The final words of Mary Jane Phillips-Matz’s magnificent Verdi biography:

To the world, as to the nation he helped to found, Verdi left an enduring legacy of music, charity, patriotism, honour, grace, and reason. He was and remains a mighty force for continuing good.

Leonard Bernstein on Verdi

From Omnibus (1956), the inimitable Leonard Bernstein contrasts how Mozart, Verdi, and Wagner might have told of the rising price of chicken.

Verdians: Gustavus III

Gustav III of Sweden was born on 24 January 1746.

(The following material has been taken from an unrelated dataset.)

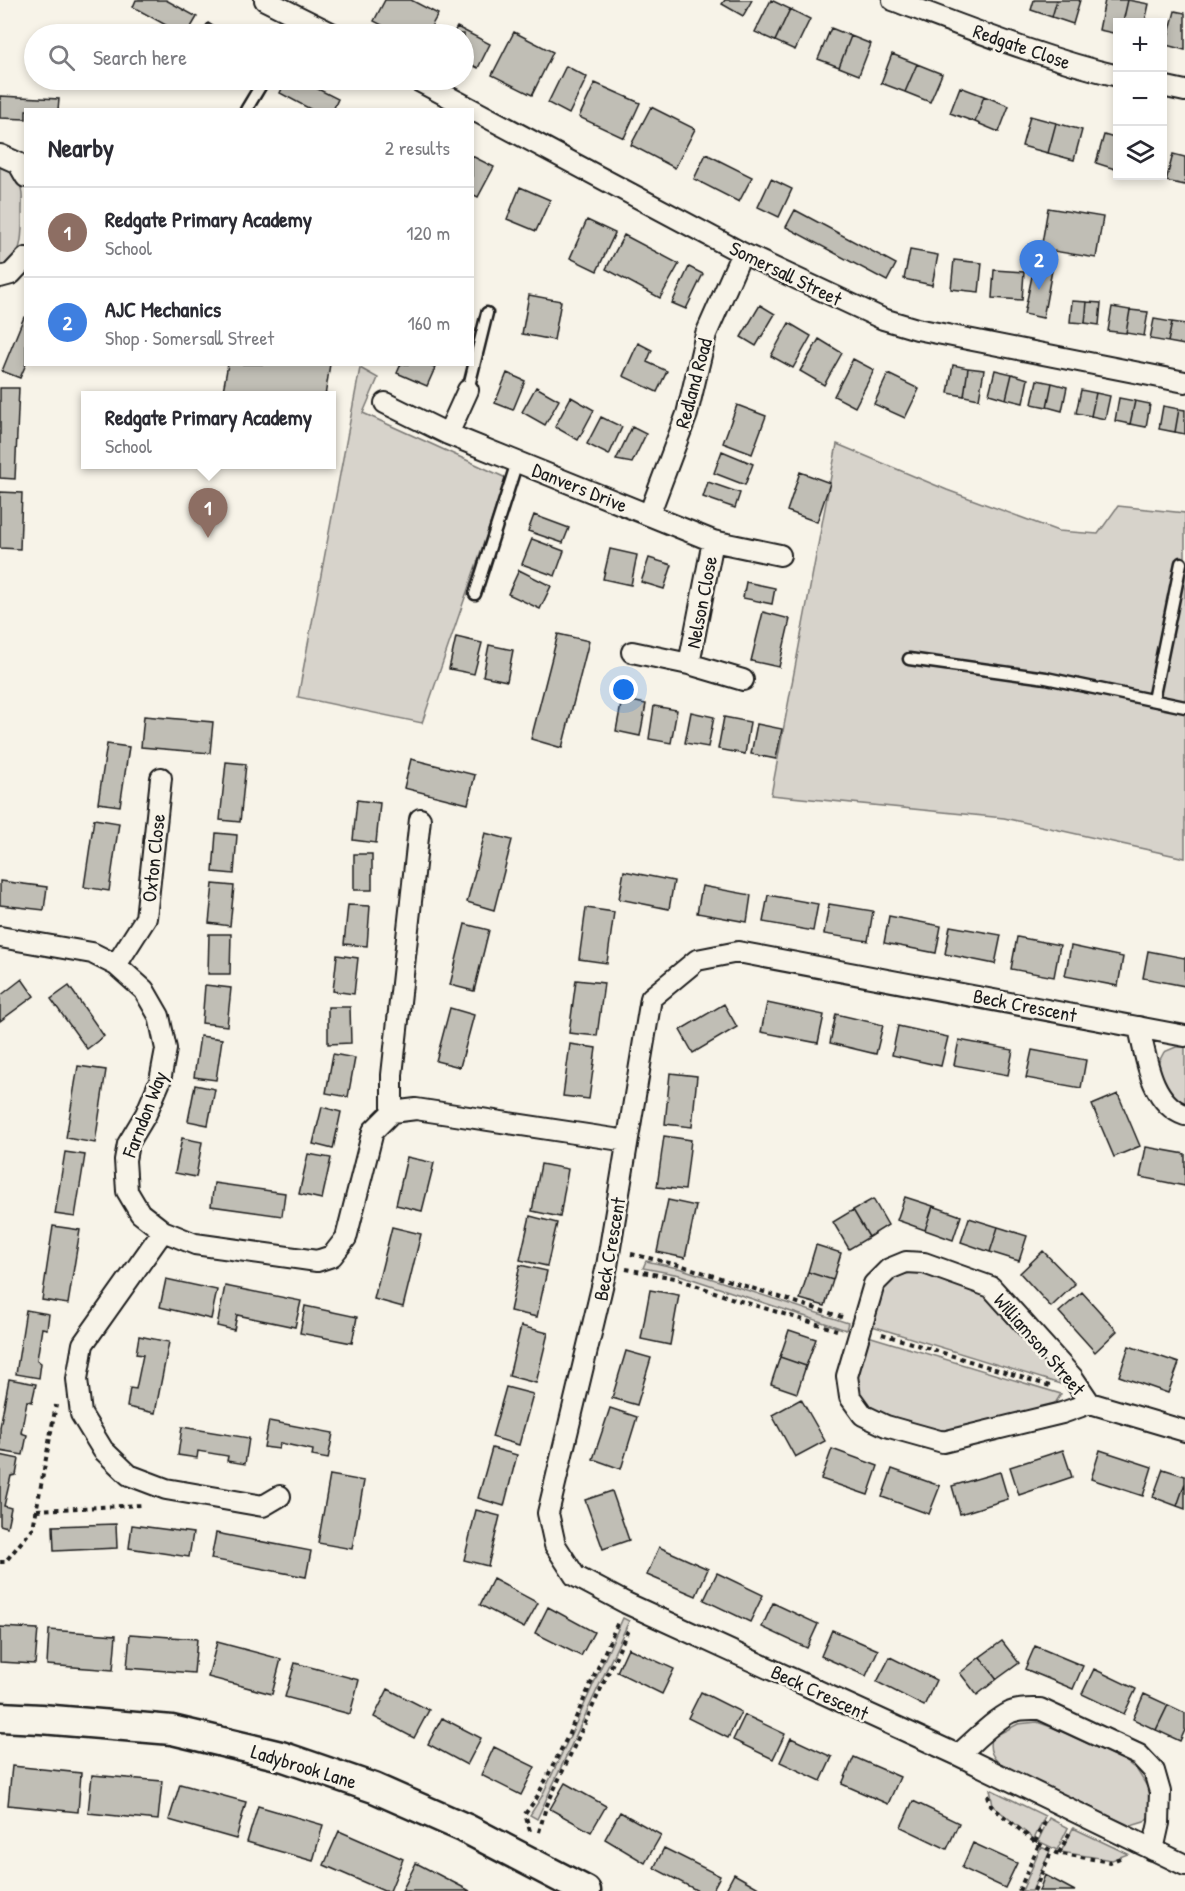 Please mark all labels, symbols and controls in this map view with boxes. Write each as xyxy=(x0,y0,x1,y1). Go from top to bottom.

Okay, Gustav III of Sweden was not a real Verdian: he died (from an infection that followed an assassination attempt) some two decades before Verdi was born. But he was a great patron of the arts, a lover of opera, and a librettist himself. And, of course, he was to have been the hero of the opera that we now know as Un ballo in maschera.

The Gustavo III-to-Ballo yarn makes my head spin. There is a wonderful article by Philip Gossett that used to be available online but now seems to be behind paywalls: “Returning Verdi’s Un ballo in maschera to Sweden” (Scandinavian Review, 2004).

In any event, in addition to Dr. Gossett’s work, I urge you to read Gabriele Baldini on Ballo. (The YouTube clip I embedded in that post has since been removed, but the text is, I hope, still informative.) You can read some of the Ballo chapter online.

Today’s clip shows Plácido Domingo singing Gustavo’s second set of couplets, “Di’ tu se fedele.” Claudio Abbado conducts this Covent Garden performance from long-ago 1975. (This production may have set the opera in Boston; I chose the performance because Domingo’s ebullience and grace are fit for a king.)

Verdians: Plácido Domingo

Plácido Domingo turns 71 on 21 January. He was the greatest Otello of my time and, I suspect, the greatest that I will ever see and hear.

This is the final scene from the 2001 La Scala Otello led by Riccardo Muti. Barbara Frittoli is Desdemona and Leo Nucci is Iago. If this run did not mark Domingo’s last assumption of Otello, it certainly was among his last outings in the rôle.